* **Problem**:
Output the records precisely as they stand. Pictures are to be skipped.

* **Dataset extract**:
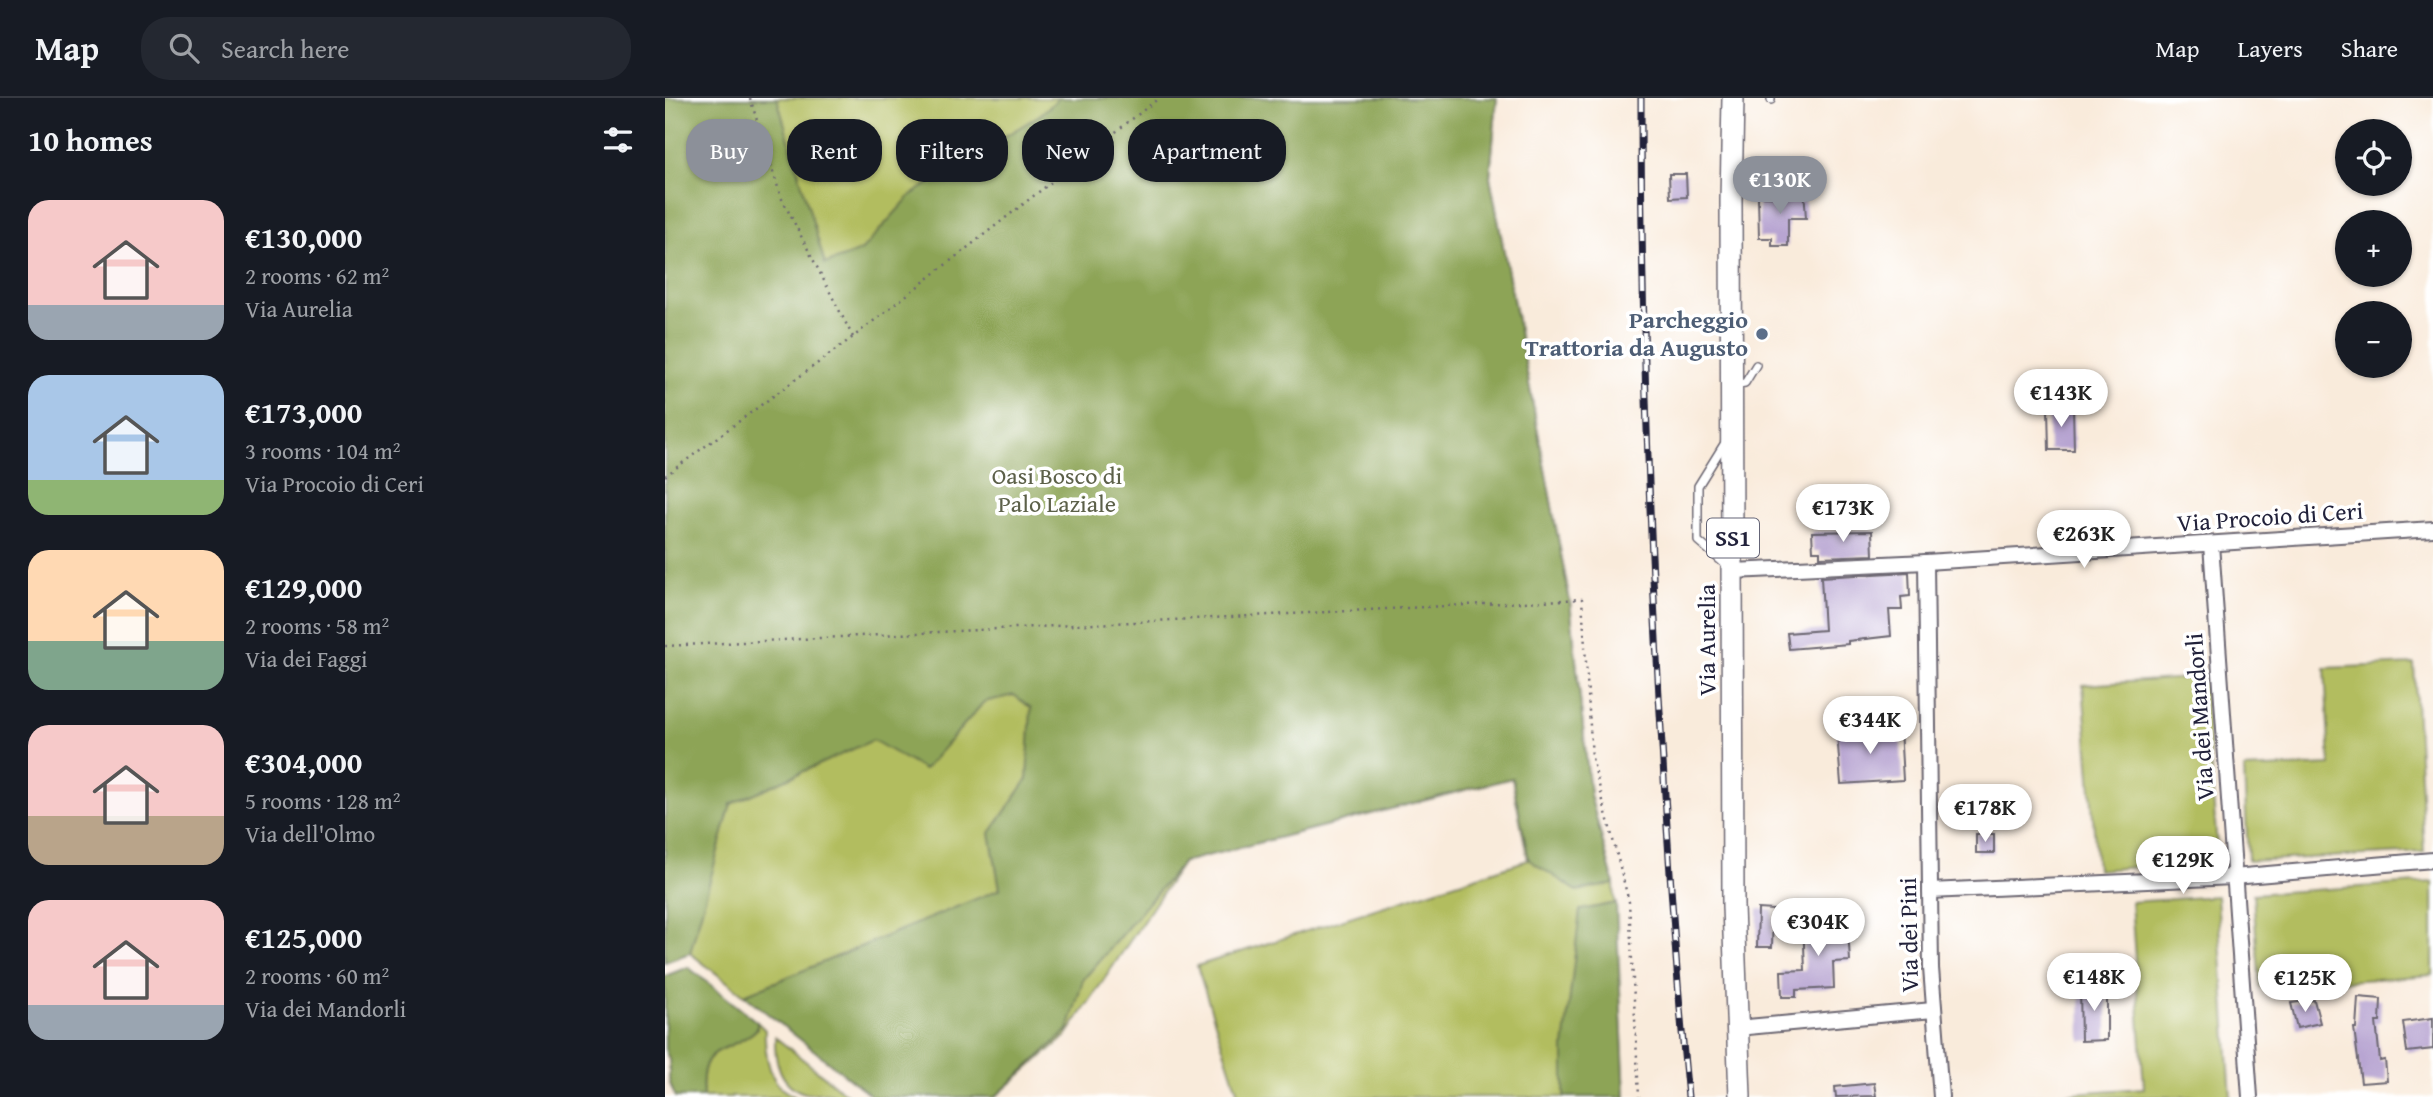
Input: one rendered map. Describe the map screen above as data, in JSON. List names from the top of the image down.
{
  "streets": {
    "main road": ["SS1", "Via Aurelia"],
    "street": ["Via Procoio di Ceri", "Via dei Mandorli", "Via dei Pini"]
  },
  "crossings": [
    ["Via Procoio di Ceri", "Via Aurelia"],
    ["Via Procoio di Ceri", "Via dei Mandorli"],
    ["Via Procoio di Ceri", "Via dei Pini"]
  ],
  "parks": ["Oasi Bosco di Palo Laziale"],
  "places": ["Parcheggio Trattoria da Augusto"],
  "page": {
    "header": "Map",
    "search": "Search here",
    "nav": ["Map", "Layers", "Share"],
    "heading": "10 homes",
    "map_buttons": ["+", "−"],
    "chip": [
      "Buy",
      "Rent",
      "Filters",
      "New",
      "Apartment"
    ],
    "price": [
      "€130K",
      "€143K",
      "€173K",
      "€263K",
      "€344K",
      "€178K",
      "€129K",
      "€304K",
      "€148K",
      "€125K"
    ],
    "list": [
      {
        "name": "€130,000",
        "note": "2 rooms · 62 m² · Via Aurelia"
      },
      {
        "name": "€173,000",
        "note": "3 rooms · 104 m² · Via Procoio di Ceri"
      },
      {
        "name": "€129,000",
        "note": "2 rooms · 58 m² · Via dei Faggi"
      },
      {
        "name": "€304,000",
        "note": "5 rooms · 128 m² · Via dell'Olmo"
      },
      {
        "name": "€125,000",
        "note": "2 rooms · 60 m² · Via dei Mandorli"
      }
    ]
  }
}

* **Response for this exercise**:
Input: one rendered map. Describe the map screen above as data, in JSON. List names from the top of the image down.
{
  "streets": {
    "main road": ["SS1", "Via Aurelia"],
    "street": ["Via Procoio di Ceri", "Via dei Mandorli", "Via dei Pini"]
  },
  "crossings": [
    ["Via Procoio di Ceri", "Via Aurelia"],
    ["Via Procoio di Ceri", "Via dei Mandorli"],
    ["Via Procoio di Ceri", "Via dei Pini"]
  ],
  "parks": ["Oasi Bosco di Palo Laziale"],
  "places": ["Parcheggio Trattoria da Augusto"],
  "page": {
    "header": "Map",
    "search": "Search here",
    "nav": ["Map", "Layers", "Share"],
    "heading": "10 homes",
    "map_buttons": ["+", "−"],
    "chip": [
      "Buy",
      "Rent",
      "Filters",
      "New",
      "Apartment"
    ],
    "price": [
      "€130K",
      "€143K",
      "€173K",
      "€263K",
      "€344K",
      "€178K",
      "€129K",
      "€304K",
      "€148K",
      "€125K"
    ],
    "list": [
      {
        "name": "€130,000",
        "note": "2 rooms · 62 m² · Via Aurelia"
      },
      {
        "name": "€173,000",
        "note": "3 rooms · 104 m² · Via Procoio di Ceri"
      },
      {
        "name": "€129,000",
        "note": "2 rooms · 58 m² · Via dei Faggi"
      },
      {
        "name": "€304,000",
        "note": "5 rooms · 128 m² · Via dell'Olmo"
      },
      {
        "name": "€125,000",
        "note": "2 rooms · 60 m² · Via dei Mandorli"
      }
    ]
  }
}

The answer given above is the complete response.